▶ _EXERCISE MATERIALS_:

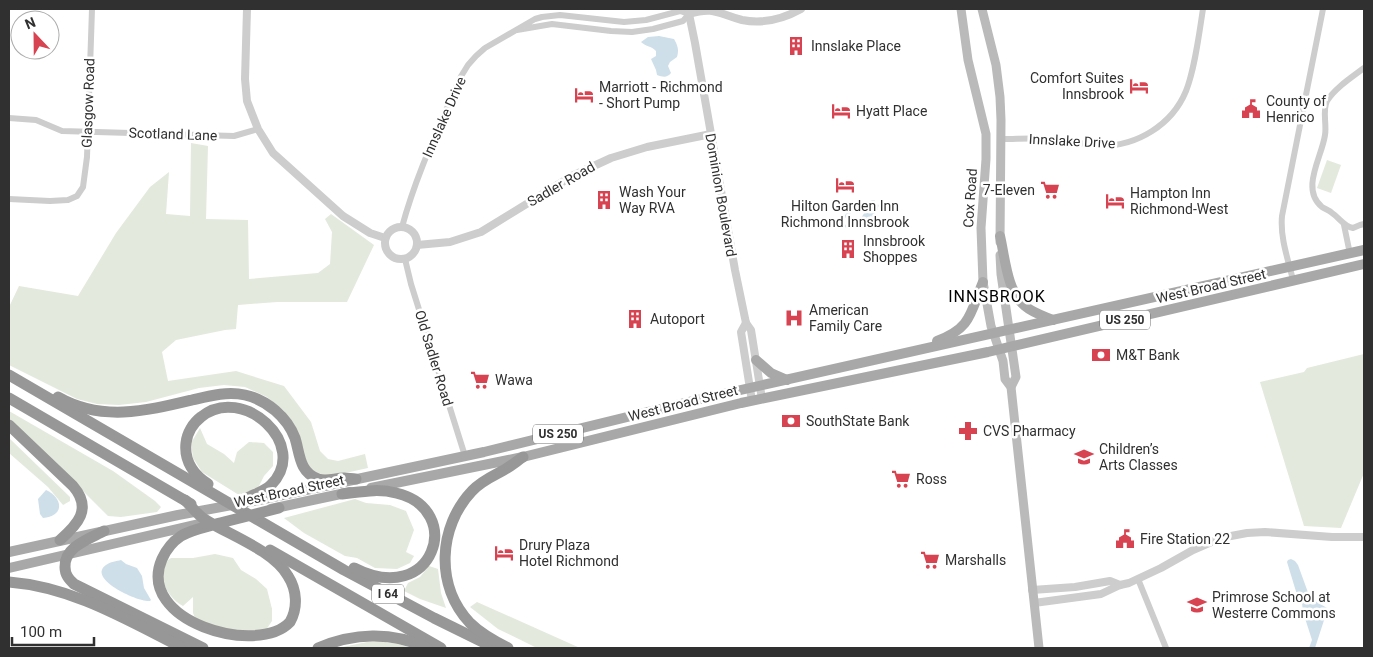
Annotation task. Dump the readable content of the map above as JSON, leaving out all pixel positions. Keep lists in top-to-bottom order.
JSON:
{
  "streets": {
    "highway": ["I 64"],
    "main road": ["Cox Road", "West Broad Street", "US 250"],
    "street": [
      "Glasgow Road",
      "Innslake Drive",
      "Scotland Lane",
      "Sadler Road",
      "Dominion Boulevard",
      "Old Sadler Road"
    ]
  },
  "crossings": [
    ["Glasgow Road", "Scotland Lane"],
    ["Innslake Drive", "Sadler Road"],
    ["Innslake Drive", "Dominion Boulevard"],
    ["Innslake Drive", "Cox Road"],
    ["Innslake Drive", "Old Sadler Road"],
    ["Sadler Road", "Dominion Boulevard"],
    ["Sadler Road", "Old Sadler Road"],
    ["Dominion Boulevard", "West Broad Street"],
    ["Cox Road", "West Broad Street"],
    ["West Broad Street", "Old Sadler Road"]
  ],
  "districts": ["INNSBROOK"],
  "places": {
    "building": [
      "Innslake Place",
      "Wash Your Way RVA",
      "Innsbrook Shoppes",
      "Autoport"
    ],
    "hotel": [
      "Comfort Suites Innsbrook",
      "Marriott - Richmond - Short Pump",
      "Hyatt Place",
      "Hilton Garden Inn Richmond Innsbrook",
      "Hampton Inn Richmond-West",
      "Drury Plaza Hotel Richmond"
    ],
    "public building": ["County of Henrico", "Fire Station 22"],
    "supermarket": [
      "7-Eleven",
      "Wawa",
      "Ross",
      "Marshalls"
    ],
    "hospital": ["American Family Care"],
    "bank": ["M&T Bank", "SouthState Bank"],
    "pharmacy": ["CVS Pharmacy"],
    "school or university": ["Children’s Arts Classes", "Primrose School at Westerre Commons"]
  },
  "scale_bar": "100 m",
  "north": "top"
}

▶ _WHAT TO PRODUCE_:
Pictures aside, reproduce the listing above exactly.

▶ _TASK RESPONSE_:
Annotation task. Dump the readable content of the map above as JSON, leaving out all pixel positions. Keep lists in top-to-bottom order.
JSON:
{
  "streets": {
    "highway": ["I 64"],
    "main road": ["Cox Road", "West Broad Street", "US 250"],
    "street": [
      "Glasgow Road",
      "Innslake Drive",
      "Scotland Lane",
      "Sadler Road",
      "Dominion Boulevard",
      "Old Sadler Road"
    ]
  },
  "crossings": [
    ["Glasgow Road", "Scotland Lane"],
    ["Innslake Drive", "Sadler Road"],
    ["Innslake Drive", "Dominion Boulevard"],
    ["Innslake Drive", "Cox Road"],
    ["Innslake Drive", "Old Sadler Road"],
    ["Sadler Road", "Dominion Boulevard"],
    ["Sadler Road", "Old Sadler Road"],
    ["Dominion Boulevard", "West Broad Street"],
    ["Cox Road", "West Broad Street"],
    ["West Broad Street", "Old Sadler Road"]
  ],
  "districts": ["INNSBROOK"],
  "places": {
    "building": [
      "Innslake Place",
      "Wash Your Way RVA",
      "Innsbrook Shoppes",
      "Autoport"
    ],
    "hotel": [
      "Comfort Suites Innsbrook",
      "Marriott - Richmond - Short Pump",
      "Hyatt Place",
      "Hilton Garden Inn Richmond Innsbrook",
      "Hampton Inn Richmond-West",
      "Drury Plaza Hotel Richmond"
    ],
    "public building": ["County of Henrico", "Fire Station 22"],
    "supermarket": [
      "7-Eleven",
      "Wawa",
      "Ross",
      "Marshalls"
    ],
    "hospital": ["American Family Care"],
    "bank": ["M&T Bank", "SouthState Bank"],
    "pharmacy": ["CVS Pharmacy"],
    "school or university": ["Children’s Arts Classes", "Primrose School at Westerre Commons"]
  },
  "scale_bar": "100 m",
  "north": "top"
}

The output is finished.